§ Records excerpted from a collection
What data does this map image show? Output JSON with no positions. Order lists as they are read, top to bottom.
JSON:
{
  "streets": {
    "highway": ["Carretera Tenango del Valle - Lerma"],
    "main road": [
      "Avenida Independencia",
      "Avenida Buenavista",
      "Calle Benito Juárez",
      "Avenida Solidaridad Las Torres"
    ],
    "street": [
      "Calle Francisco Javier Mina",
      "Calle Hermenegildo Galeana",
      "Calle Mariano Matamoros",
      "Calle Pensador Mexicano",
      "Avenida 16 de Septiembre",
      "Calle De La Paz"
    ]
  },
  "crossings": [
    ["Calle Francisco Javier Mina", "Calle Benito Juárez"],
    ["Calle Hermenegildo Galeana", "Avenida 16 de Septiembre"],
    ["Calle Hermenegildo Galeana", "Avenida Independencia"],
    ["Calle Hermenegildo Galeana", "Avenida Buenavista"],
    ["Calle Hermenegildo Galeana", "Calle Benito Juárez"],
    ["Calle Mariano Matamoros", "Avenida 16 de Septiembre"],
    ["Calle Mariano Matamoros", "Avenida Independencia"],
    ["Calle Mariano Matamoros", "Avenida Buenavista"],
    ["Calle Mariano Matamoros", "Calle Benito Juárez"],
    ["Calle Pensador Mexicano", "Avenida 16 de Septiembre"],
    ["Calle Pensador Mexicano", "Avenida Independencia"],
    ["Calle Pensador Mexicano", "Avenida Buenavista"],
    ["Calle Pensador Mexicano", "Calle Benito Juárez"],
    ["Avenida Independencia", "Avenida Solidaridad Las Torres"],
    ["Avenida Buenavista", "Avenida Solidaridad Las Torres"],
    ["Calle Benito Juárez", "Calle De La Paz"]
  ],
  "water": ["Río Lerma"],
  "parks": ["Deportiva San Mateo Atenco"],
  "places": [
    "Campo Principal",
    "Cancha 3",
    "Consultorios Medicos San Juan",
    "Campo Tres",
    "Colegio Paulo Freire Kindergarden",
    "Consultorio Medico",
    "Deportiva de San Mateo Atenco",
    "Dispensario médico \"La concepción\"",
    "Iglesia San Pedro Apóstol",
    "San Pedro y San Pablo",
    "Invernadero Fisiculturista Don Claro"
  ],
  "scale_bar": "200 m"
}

§ TASK PROMPT
Filter the entries and keep only the lines holding "Pedro".

§ ANSWER TO THE EXERCISE
    "Iglesia San Pedro Apóstol",
    "San Pedro y San Pablo",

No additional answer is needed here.